What I was proposing seems most like the one on the second page, but
there is a difference. It suggests:
parser.h parser.c: generate_parser
generate_parser: parser.i
create parser.h and parser.c
touch $@
I'm suggesting that the first rule is removed. If something now needs
(say) parser.h, it should have rules like:
foo: generate_parser
foo: parser.h
The first foo rule should ensure that parser.h exists and is up-to-date,
before the second tests for parser.h.
In a recent thread:
<http://lists.gnu.org/archive/html/help-make/2014-10/msg00014.html>
...I was doing something similar, but the first foo rule was
order-only. My issue was that this failed on a parallel build, which is
probably a problem here too.

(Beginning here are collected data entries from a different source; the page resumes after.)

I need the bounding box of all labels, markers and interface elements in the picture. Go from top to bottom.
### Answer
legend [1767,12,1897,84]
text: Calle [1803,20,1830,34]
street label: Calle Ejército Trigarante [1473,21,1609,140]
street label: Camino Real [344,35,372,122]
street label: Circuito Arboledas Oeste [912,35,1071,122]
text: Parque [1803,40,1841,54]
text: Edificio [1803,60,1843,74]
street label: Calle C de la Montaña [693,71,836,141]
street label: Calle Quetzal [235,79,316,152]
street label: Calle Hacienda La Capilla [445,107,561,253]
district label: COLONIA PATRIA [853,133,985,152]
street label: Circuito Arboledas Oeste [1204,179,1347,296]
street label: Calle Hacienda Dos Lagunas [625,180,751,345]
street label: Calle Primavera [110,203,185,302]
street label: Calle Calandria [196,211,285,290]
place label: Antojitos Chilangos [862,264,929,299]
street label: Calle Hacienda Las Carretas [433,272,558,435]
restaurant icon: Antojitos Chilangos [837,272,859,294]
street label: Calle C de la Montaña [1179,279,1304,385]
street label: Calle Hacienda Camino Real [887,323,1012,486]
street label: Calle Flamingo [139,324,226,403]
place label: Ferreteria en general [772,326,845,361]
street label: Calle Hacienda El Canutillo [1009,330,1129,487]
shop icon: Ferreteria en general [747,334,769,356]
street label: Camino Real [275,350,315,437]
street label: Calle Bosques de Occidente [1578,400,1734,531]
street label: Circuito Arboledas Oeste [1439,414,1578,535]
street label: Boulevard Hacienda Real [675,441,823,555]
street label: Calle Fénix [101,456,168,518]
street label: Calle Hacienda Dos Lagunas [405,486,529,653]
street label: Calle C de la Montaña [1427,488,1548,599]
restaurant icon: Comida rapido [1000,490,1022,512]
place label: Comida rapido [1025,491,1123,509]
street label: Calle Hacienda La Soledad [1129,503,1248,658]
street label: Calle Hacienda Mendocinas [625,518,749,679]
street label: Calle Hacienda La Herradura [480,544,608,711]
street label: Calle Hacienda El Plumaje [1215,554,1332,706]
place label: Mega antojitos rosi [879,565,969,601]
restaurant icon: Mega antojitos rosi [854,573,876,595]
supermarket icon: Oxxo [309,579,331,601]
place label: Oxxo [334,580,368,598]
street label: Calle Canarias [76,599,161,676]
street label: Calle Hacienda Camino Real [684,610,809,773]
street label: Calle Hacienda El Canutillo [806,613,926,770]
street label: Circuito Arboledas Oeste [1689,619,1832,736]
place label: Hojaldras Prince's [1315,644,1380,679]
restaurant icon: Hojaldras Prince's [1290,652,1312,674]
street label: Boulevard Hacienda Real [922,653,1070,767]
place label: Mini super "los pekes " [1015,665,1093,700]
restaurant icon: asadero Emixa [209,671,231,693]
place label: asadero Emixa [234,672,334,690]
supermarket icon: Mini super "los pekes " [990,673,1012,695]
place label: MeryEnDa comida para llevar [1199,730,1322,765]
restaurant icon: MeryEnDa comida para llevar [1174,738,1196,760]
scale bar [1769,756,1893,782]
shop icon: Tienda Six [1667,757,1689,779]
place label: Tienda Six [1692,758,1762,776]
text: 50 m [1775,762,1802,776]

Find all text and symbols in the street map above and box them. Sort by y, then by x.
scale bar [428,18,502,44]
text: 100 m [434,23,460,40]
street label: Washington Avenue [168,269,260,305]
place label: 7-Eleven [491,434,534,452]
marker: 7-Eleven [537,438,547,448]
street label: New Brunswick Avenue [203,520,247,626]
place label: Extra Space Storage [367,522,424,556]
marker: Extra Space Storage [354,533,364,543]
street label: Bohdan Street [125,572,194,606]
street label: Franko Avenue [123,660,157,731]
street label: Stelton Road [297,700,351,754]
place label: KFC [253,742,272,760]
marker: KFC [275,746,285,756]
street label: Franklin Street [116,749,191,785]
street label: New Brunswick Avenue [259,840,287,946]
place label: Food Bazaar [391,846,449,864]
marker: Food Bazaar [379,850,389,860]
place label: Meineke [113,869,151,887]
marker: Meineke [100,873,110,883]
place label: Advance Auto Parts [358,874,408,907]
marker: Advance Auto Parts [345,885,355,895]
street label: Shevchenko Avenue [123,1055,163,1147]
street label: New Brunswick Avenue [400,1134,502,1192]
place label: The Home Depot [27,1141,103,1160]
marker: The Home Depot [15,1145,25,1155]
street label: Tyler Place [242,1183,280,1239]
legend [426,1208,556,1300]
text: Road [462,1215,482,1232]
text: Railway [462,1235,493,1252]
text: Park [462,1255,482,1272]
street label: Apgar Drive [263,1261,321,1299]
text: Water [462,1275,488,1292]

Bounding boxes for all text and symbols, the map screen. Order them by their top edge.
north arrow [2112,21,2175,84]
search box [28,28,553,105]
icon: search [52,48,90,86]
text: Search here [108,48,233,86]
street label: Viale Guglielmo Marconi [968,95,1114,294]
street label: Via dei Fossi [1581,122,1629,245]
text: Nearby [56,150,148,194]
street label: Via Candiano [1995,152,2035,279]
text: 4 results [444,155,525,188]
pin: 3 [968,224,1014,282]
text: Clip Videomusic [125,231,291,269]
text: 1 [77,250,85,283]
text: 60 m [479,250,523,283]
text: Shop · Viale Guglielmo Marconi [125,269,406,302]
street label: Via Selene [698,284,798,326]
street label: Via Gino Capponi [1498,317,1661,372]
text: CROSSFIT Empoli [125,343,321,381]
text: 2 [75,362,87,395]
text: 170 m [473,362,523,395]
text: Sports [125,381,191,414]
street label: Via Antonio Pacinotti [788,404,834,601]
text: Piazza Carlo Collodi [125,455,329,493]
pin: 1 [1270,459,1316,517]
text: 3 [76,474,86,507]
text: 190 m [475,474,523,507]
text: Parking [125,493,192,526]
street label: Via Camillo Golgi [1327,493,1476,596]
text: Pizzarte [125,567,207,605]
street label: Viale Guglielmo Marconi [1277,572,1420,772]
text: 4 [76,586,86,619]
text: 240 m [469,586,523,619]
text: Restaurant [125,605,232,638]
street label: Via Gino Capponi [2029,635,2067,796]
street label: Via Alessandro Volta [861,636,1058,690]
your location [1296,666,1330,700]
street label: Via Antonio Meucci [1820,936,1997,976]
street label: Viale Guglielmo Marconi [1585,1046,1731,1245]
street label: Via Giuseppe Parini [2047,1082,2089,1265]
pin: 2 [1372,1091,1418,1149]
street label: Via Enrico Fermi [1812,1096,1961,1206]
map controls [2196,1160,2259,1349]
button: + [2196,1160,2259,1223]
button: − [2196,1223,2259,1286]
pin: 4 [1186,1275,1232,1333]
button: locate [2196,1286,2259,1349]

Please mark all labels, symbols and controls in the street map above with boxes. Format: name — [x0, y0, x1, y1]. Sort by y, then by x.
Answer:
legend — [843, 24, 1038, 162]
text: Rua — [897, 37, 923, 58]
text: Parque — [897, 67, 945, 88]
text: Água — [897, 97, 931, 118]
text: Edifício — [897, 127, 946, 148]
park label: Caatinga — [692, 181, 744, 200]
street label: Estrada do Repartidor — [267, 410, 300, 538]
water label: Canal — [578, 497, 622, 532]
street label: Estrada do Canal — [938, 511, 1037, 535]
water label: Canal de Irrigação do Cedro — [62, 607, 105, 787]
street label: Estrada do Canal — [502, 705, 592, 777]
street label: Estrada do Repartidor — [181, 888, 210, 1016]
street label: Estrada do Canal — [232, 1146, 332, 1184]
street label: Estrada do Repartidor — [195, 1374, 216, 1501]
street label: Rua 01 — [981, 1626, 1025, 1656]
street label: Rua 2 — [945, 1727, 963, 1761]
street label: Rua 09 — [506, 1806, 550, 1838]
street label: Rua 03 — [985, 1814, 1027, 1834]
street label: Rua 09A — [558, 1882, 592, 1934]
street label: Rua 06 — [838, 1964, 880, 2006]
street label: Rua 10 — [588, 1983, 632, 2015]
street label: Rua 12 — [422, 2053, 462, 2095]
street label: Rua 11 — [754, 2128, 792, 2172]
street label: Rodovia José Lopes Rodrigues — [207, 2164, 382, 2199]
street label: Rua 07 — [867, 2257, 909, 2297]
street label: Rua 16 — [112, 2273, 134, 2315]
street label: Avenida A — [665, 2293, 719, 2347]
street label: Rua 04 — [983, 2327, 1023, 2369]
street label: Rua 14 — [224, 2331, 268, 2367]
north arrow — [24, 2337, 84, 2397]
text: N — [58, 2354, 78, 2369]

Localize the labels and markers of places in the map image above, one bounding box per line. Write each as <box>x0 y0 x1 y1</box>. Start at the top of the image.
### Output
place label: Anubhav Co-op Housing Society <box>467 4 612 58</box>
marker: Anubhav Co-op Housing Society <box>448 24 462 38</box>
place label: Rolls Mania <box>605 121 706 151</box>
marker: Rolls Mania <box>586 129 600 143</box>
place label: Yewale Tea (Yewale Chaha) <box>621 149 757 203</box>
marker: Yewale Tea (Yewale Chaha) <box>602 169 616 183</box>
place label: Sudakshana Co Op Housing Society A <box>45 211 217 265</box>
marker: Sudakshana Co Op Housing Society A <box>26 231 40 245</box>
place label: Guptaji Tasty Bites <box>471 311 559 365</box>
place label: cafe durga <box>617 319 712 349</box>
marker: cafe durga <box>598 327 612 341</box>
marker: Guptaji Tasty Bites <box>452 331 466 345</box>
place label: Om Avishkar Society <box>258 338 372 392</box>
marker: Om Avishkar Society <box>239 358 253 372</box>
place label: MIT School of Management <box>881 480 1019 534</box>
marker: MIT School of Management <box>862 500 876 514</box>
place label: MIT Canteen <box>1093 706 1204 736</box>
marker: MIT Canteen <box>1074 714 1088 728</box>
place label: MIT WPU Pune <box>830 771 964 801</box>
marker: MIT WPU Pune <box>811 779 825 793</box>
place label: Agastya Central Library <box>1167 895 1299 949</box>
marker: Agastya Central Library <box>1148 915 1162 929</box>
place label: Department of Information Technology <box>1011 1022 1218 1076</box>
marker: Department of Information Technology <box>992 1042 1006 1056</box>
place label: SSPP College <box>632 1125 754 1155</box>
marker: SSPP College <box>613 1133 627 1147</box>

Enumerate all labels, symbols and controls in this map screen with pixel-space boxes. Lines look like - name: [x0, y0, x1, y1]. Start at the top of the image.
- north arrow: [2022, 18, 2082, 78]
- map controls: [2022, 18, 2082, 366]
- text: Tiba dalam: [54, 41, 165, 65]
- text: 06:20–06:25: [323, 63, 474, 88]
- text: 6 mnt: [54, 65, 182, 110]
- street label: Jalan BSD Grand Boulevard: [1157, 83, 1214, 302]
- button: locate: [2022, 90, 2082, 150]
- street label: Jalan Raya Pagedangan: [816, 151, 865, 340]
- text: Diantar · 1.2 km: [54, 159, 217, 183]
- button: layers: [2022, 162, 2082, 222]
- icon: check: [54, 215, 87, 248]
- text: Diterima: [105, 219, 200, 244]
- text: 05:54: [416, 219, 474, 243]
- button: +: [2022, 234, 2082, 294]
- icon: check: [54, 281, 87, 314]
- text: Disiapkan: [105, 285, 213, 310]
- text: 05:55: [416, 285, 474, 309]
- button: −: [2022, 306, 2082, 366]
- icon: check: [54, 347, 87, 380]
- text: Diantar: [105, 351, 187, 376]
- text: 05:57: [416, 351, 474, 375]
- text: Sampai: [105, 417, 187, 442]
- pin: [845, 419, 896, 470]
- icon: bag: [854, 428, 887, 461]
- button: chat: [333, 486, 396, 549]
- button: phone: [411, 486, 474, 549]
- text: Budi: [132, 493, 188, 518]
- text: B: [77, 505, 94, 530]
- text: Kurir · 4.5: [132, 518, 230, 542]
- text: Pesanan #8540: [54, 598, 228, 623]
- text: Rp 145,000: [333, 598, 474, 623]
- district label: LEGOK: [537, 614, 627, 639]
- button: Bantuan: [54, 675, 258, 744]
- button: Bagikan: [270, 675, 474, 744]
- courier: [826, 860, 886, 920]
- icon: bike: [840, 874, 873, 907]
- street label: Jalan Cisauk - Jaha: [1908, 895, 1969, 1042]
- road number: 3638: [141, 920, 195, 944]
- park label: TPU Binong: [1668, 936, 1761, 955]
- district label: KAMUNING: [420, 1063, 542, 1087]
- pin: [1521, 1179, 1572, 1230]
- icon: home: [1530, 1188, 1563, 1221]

I was shown a way round it, which works,
with caveats, and might apply here too.
On the issue of defining a new kind of rule, rather than it declaring
that a group of files are created together, perhaps it could declare
that several items are by-products of creating a target:
parser.h parser.c &: generate_parser
foo: generate_parser
foo: parser.h
A parallel Make could now infer that generate_parser must complete
before testing parser.h.
Note that the new rule doesn't actually group parser.h and parser.c; it
just adds two new independent relationships (between parser.h and
generate_parser) and (between parser.c and generate_parser), so they
could be expressed independently too:
parser.h &: generate_parser
parser.c &: generate_parser
Cheers!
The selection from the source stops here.